Alaska News

Yukon River waters slowly recede near Eagle after minor flooding

Flooding caused by an ice jam on the Yukon River near Eagle appeared to have crested overnight Wednesday -- but meteorologists were monitoring the situation as well as the threat it could pose to another village downriver.

The National Weather Service extended a flood advisory for the Yukon near the Canadian border, originally set to expire at 10 a.m. Thursday, until 6 a.m. Friday. An initial advisory Wednesday evening reported minor flooding along the road linking Eagle and nearby Eagle Village, as well as yards of homes along the river's lower banks.

"The river is choked with ice and ice (floes) are spilling overbank as well," forecasters wrote. "Water levels will remain high and may fluctuate until the ice jam releases."

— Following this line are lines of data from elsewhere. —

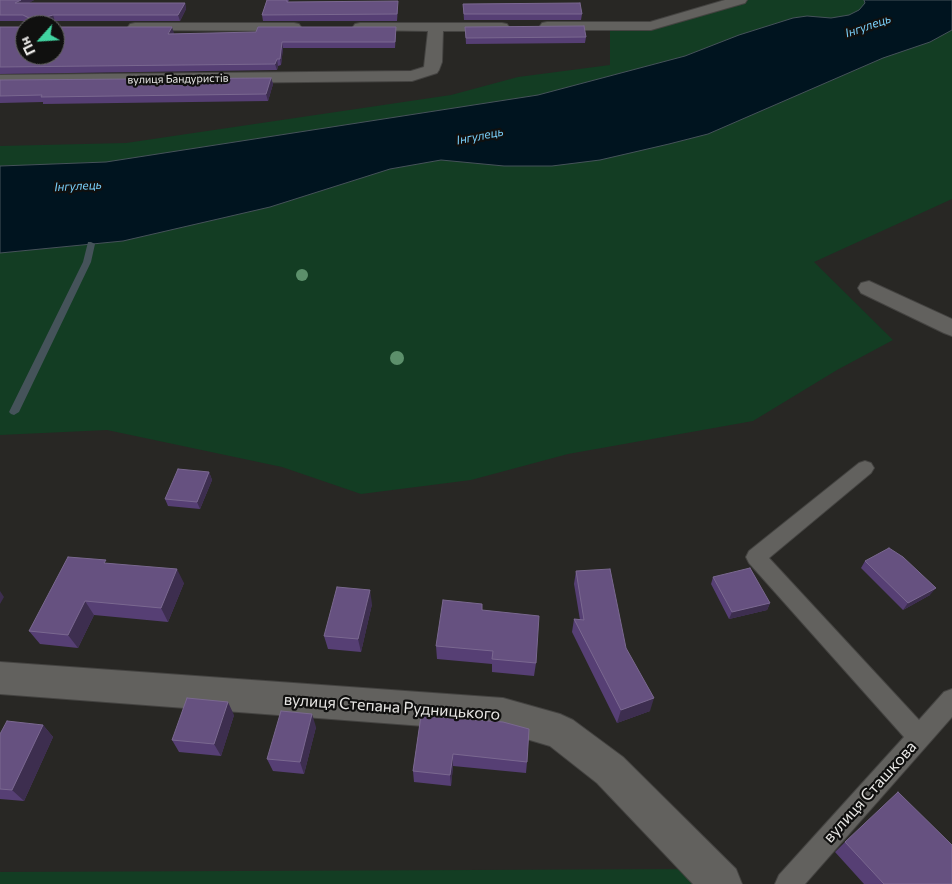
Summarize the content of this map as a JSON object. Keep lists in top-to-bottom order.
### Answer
{
  "streets": {
    "street": ["вулиця Бандуристів", "вулиця Степана Рудницького"],
    "lane": ["вулиця Сташкова"]
  },
  "water": ["Інгулець"],
  "north": "bottom left"
}
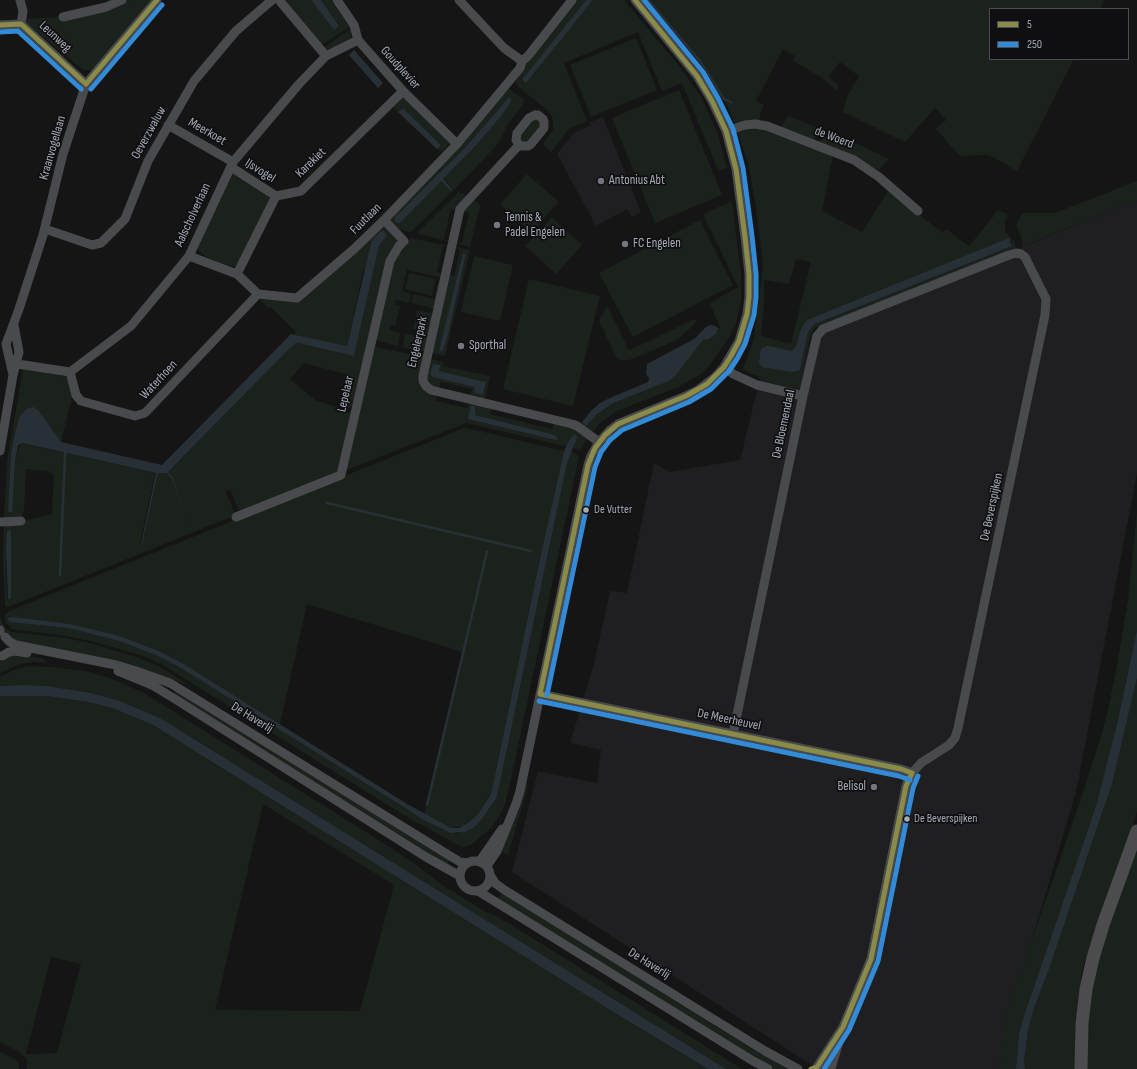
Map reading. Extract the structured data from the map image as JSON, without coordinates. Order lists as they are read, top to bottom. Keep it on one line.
{"streets":{"street":["Leunweg","Goudplevier","Meerkoet","Oeverzwaluw","de Woerd","Kraanvogellaan","Karekiet","IJsvogel","Aalscholverlaan","Fuutlaan","Engelerpark","Waterhoen","Lepelaar","De Bloemendaal","De Beverspijken","De Haverlij","De Meerheuvel"]},"crossings":[["Leunweg","Kraanvogellaan"],["Goudplevier","Karekiet"],["Goudplevier","Aalscholverlaan"],["Goudplevier","Fuutlaan"],["Meerkoet","Oeverzwaluw"],["Meerkoet","IJsvogel"],["Meerkoet","Aalscholverlaan"],["Oeverzwaluw","Kraanvogellaan"],["Karekiet","IJsvogel"],["IJsvogel","Aalscholverlaan"],["Aalscholverlaan","Waterhoen"],["Fuutlaan","Waterhoen"],["Fuutlaan","Lepelaar"],["De Bloemendaal","De Beverspijken"],["De Bloemendaal","De Meerheuvel"],["De Beverspijken","De Meerheuvel"]],"places":["Antonius Abt","Tennis & Padel Engelen","FC Engelen","Sporthal","De Vutter","Belisol","De Beverspijken"],"lines":["transit line 5","transit line 250"],"legend":["5","250"]}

According to Ed Plumb with the Weather Service's Fairbanks office, a water level of 37.15 feet recorded Wednesday near Eagle represented the peak reported so far.

"We got ahold of a resident there this morning and the water crested last night early in the evening on Wednesday," Plumb said. "It has slowly come down overnight."

Forecasters also got word Wednesday night from a resident near the site of the jam at Calico Bluffs, about 10 miles downriver of Eagle.

"There was some ice movement, but the ice jam is still in place," Plumb said.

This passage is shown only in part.